* Exercise description
Only the lines from the beginning of the entries through the one that holds "position:relative; width:1331px; height:1303px;" may appear in the answer, written out exactly and free of pictures.

*** Data records ***

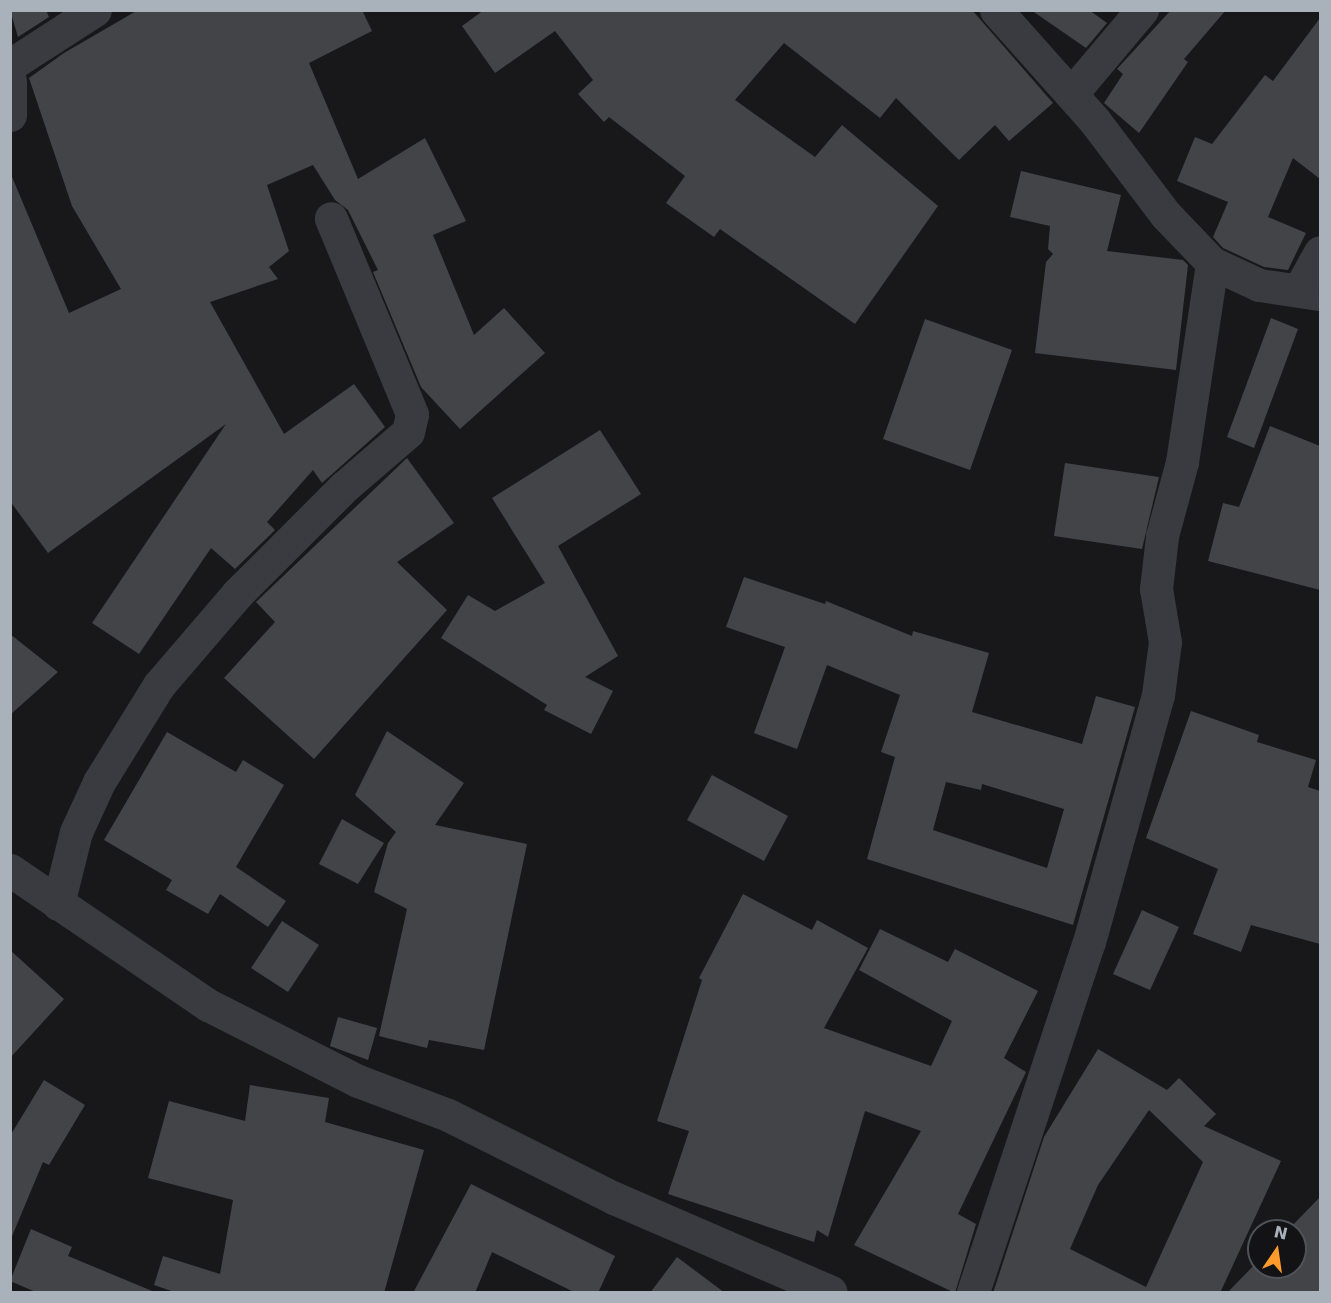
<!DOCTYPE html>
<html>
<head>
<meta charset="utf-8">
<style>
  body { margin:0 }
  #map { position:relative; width:1331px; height:1303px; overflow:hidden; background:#18181b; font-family:"DejaVu Sans",sans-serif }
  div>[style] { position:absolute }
  .building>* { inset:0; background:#424448 }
  .street>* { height:33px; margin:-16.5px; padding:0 16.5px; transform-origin:16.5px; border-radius:16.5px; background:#393b40 }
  span { translate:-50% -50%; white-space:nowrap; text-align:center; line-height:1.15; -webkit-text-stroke:6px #131316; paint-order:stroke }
  .frame { position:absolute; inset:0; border:12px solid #a9b1bb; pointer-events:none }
  .north { position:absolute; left:1247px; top:1219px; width:60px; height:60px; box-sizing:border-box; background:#131316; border:2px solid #4f5258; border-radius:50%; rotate:13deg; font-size:16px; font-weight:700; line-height:24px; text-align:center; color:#a9b1bb }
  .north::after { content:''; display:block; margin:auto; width:21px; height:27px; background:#ff9a2c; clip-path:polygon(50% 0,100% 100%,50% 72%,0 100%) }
</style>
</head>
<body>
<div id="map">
  <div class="building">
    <div style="clip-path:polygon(10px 10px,46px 10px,49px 17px,18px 37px)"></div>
    <div style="clip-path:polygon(138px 10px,362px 10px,372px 31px,309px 63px,358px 179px,425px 138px,466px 221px,433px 235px,474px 335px,504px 308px,545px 353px,460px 429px,421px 387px,373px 272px,378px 270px,348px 210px,335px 200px,313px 165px,267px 185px,289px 251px,269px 267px,278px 279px,210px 302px,284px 434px,354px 384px,385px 427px,322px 483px,313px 470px,267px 522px,275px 530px,235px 569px,211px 548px,139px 654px,92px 623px,226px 424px,48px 553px,10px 501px,10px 172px,69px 313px,121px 289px,72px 206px,29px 78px,64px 53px)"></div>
    <div style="clip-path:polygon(484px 10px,972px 10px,1053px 103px,1009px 141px,995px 125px,959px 160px,896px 98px,880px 118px,784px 43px,735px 100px,815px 157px,842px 125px,938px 206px,855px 324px,720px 229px,714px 237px,666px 203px,685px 176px,609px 117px,604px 122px,578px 94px,593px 80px,555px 31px,495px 73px,462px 26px)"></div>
    <div style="clip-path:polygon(1031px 10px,1089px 10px,1107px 23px,1086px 48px)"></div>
    <div style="clip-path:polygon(1171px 10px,1226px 10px,1184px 59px,1188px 62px,1139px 133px,1104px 103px,1123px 74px,1117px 69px)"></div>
    <div style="clip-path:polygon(1320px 18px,1320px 179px,1293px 158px,1268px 217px,1306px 233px,1288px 270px,1264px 267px,1223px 248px,1213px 237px,1228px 202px,1177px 181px,1195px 137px,1212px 144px,1265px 75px,1273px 81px)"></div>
    <div style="clip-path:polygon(1021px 171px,1121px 195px,1107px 251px,1183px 260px,1188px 265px,1176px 370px,1035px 353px,1046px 262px,1053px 254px,1048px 249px,1050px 226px,1010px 217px)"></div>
    <div style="clip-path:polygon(1271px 318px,1298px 329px,1254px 448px,1227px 437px)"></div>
    <div style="clip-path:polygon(925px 319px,1012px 350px,970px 470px,883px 439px)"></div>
    <div style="clip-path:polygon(1270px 426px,1320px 446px,1320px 590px,1208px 561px,1223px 503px,1239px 507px)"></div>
    <div style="clip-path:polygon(600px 430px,641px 494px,558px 546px,618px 656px,585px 677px,613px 691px,591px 734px,544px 710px,547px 705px,441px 638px,468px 595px,495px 611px,545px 583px,492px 498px)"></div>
    <div style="clip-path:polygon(407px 458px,454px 523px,397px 562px,447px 610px,314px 759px,224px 678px,275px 622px,256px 602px)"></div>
    <div style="clip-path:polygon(1065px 463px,1159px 477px,1142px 549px,1054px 536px)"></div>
    <div style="clip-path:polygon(evenodd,744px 577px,825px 604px,826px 601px,912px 636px,913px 631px,989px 653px,972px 712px,1082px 744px,1096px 696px,1135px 707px,1073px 925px,867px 859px,895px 757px,881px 752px,900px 695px,827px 665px,797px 749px,754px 733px,785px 647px,726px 627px,744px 577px,946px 782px,981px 790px,982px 784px,1064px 809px,1047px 868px,933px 830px,946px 782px)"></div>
    <div style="clip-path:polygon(10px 634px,58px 672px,10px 715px)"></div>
    <div style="clip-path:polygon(1191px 711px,1259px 735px,1257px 742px,1316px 760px,1308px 787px,1320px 791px,1320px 944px,1251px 925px,1241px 952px,1193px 934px,1218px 869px,1146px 838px)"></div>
    <div style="clip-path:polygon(387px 731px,464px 783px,435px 825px,527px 844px,484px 1050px,429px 1040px,427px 1048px,379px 1036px,407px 909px,374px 892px,388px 843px,396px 832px,355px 795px)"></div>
    <div style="clip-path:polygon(167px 732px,236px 772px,243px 760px,284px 785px,236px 867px,286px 901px,268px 927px,220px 894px,208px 914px,166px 890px,172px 880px,104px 840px)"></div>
    <div style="clip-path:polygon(712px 775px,788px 816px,764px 861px,687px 820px)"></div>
    <div style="clip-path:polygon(342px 819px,384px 843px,358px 884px,319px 864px)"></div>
    <div style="clip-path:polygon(743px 894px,812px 930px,817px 920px,868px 948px,824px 1028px,931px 1066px,952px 1021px,859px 970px,880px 929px,948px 962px,955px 949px,1038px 991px,1004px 1058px,1026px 1072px,958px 1214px,976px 1224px,955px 1293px,854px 1245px,921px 1131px,865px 1111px,828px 1237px,817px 1230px,814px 1242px,668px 1194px,689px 1131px,657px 1121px,702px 980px,699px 978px)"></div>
    <div style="clip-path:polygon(1142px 910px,1179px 927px,1150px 990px,1113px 974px)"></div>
    <div style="clip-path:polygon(282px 921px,319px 945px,288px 992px,251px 968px)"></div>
    <div style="clip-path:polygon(10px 950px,64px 999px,10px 1058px)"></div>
    <div style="clip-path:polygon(338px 1017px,377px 1028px,368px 1060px,330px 1046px)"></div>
    <div style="clip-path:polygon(evenodd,1098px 1049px,1167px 1090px,1179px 1078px,1216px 1114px,1204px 1126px,1281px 1161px,1220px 1293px,993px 1293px,1044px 1137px,1098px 1049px,1149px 1110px,1203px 1162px,1146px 1287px,1070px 1249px,1098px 1185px,1149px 1110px)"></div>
    <div style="clip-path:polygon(44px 1080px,85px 1105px,49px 1165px,43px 1162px,10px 1241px,10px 1136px)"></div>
    <div style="clip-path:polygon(250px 1085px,329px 1098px,325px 1122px,424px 1150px,384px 1293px,177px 1293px,154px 1285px,163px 1256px,220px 1274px,233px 1200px,148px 1178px,169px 1101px,245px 1121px)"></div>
    <div style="clip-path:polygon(471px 1184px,615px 1256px,598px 1293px,576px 1293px,492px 1252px,475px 1293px,413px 1293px)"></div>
    <div style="clip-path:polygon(1320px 1197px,1320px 1293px,1227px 1293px,1259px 1260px,1259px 1267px,1295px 1267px,1295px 1231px,1287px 1231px)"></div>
    <div style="clip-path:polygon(31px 1229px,72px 1247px,68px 1256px,157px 1293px,38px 1293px,10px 1281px)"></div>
    <div style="clip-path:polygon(677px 1257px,725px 1293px,650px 1293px)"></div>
  </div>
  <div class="street">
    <div style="left:996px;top:10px;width:147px;rotate:48.3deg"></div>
    <div style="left:1094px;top:120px;width:118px;rotate:52.9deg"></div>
    <div style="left:1165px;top:214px;width:68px;rotate:46.2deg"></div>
    <div style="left:1212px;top:263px;width:52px;rotate:25.1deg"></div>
    <div style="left:1259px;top:285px;width:62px;rotate:8.4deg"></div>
    <div style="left:10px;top:65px;width:101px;rotate:-32.9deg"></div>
    <div style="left:10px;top:81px;width:34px;rotate:90deg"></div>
    <div style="left:1072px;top:93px;width:109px;rotate:-49.9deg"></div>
    <div style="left:1299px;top:290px;width:43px;rotate:-61.1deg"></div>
    <div style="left:10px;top:870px;width:240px;rotate:34.3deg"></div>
    <div style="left:208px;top:1005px;width:168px;rotate:26.9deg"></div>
    <div style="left:358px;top:1081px;width:96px;rotate:20.7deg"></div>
    <div style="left:448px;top:1115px;width:186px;rotate:26.6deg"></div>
    <div style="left:614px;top:1198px;width:236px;rotate:23.4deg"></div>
    <div style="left:58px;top:904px;width:74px;rotate:-76deg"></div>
    <div style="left:76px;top:832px;width:55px;rotate:-65.3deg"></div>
    <div style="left:99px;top:782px;width:114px;rotate:-58.3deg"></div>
    <div style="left:159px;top:685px;width:120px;rotate:-49.4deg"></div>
    <div style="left:237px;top:594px;width:151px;rotate:-45deg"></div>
    <div style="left:344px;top:487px;width:84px;rotate:-40.7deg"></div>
    <div style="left:408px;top:432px;width:18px;rotate:-77deg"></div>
    <div style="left:412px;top:414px;width:212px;rotate:-112.5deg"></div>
    <div style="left:973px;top:1292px;width:369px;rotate:-71.7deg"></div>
    <div style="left:1089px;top:942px;width:256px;rotate:-74.4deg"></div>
    <div style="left:1158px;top:695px;width:53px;rotate:-82.5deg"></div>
    <div style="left:1165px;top:642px;width:54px;rotate:-99.6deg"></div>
    <div style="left:1156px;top:589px;width:53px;rotate:-83.5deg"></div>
    <div style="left:1162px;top:536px;width:77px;rotate:-74.9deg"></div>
    <div style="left:1182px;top:462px;width:201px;rotate:-81.4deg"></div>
  </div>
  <div class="frame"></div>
  <div class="north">N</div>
</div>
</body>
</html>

*** End of Data records ***

* Output of the task
<!DOCTYPE html>
<html>
<head>
<meta charset="utf-8">
<style>
  body { margin:0 }
  #map { position:relative; width:1331px; height:1303px; overflow:hidden; background:#18181b; font-family:"DejaVu Sans",sans-serif }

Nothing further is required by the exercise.